Sherlock Holmes is the most famous of all fictional detectives and stories about his exploits are considered some of the finest of the detective and crime fiction genre.

Sherlock Holmes, consulting detective, first appeared in "A Study in Scarlett," a story by Scottish physican and author Arthur Conan Doyle published in 1887. A series of stories, beginning with "A Scandal in Bohemia," appeared in The Strand Magazine in 1891 and continued until 1927.

Doyle was prolific, authoring four novels and fifty-six short stories about his fictional detective. The result is world-wide popularity and impact of Sherlock Holmes and a profound effect on mystery and detective writing and popular culture with thousands of stories written by authors other than Conan Doyle being turned into films, television programs, stage and radio plays, video games, and other media for more than 100 years. Examples include Agatha Christie's fictional detective Hercule Poirot, as well as antihero gentlemen thiefs like A.J. Raffles and Arsene Lupin. Film adaptations starring Robert Downey, Jr. and Jude Law, the BBC One TV series Sherlock starring Benedict Cumberbatch, and Elementary, set in contemporary New York starring Johnny Miller and Lucy Liu as a female Dr. Watson are other examples. In all, Holmes' popularity and his fame as a detective makes it easy for members of literary and fan societies to believe him real.

Arthur Conan Doyle grew tired of Sherlock Holmes and wanted to shift his writing focus to other stories. So, he killed off Holmes in "The Final Problem," first published in 1893. Holmesian fans would have nothing to do with this and Doyle was forced to bring his fictional detective back from the dead in The Hound of the Baskervilles, a novel published in The Strand Magazine between 1901 and 1902. Cleverly, Doyle set the time frame before Holmes' death, and so Sherlock Holmes remains immortal even though he never lived.

This Re-Imagined Radio performance has an impressive pedigree. It begins with a stage play written by Arthur Conan Doyle in 1897. The following year, American playwright and actor William Hooker Gillette worked with Doyle to rewrite the play for American audiences who wanted melodramatic stories about stoic, strong heroes keeping their wits about them in both dangerous and romantic situations.

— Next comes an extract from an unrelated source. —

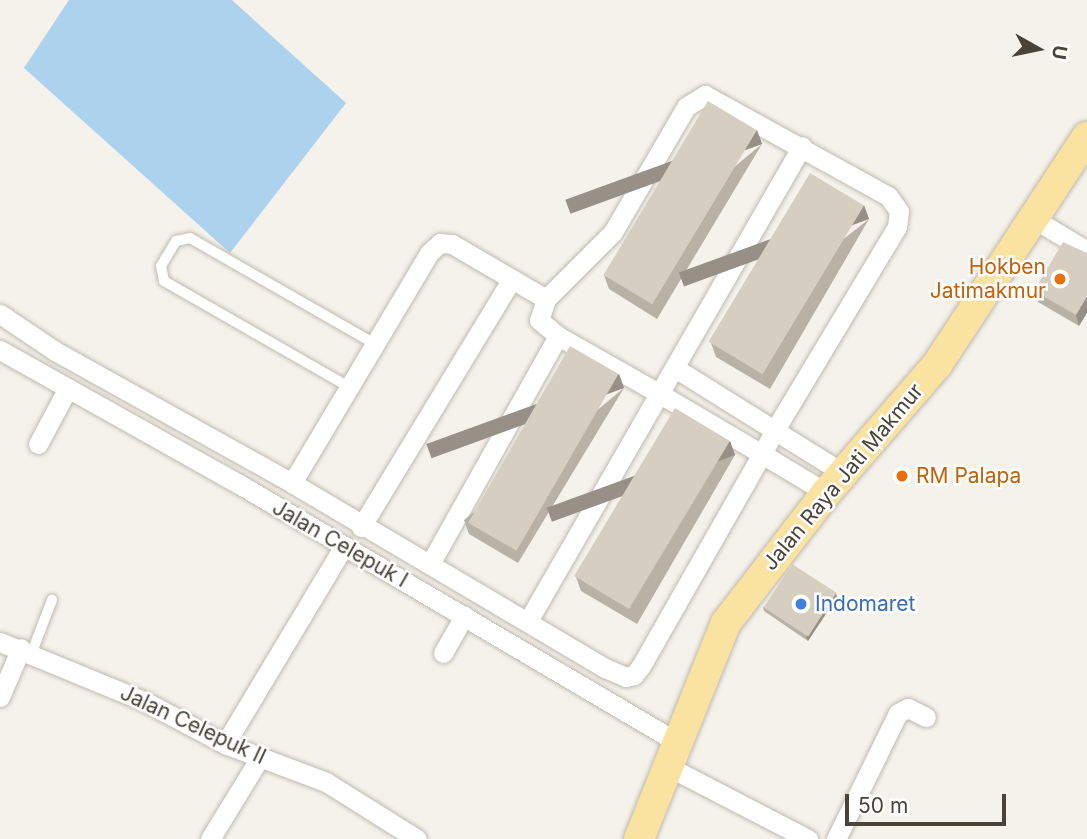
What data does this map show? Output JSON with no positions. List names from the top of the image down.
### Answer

Gillette introduced several props now considered Sherlock Holmes icons, including his curved pipe (easier to hold in the mouth while speaking and did not obstruct the audience's view of the actor's mouth), a splendid dressing gown, the violin, the magnifying glass, the Scottish deerstalker cap, and the phrase "Oh, this is elementary my dear fellow," later changed by the popular press to "Elementary, my dear Watson." Interesting trivia fact: Sir Arthur Conan Doyle never used the phrase "elementary, my dear fellow" in his novels or stories about Holmes.

Gillette performed his Sherlock Holmes melodrama during hundreds of performances in the United States and England. His play was adapted for movies and radio. In 1938, it was adapted and performed by The Mercury Theatre on the Air, starring Orson Welles as Sherlock Holmes. From this lineage Re-Imagined Radio crafted its own adaptation of The Immortal Sherlock Holmes.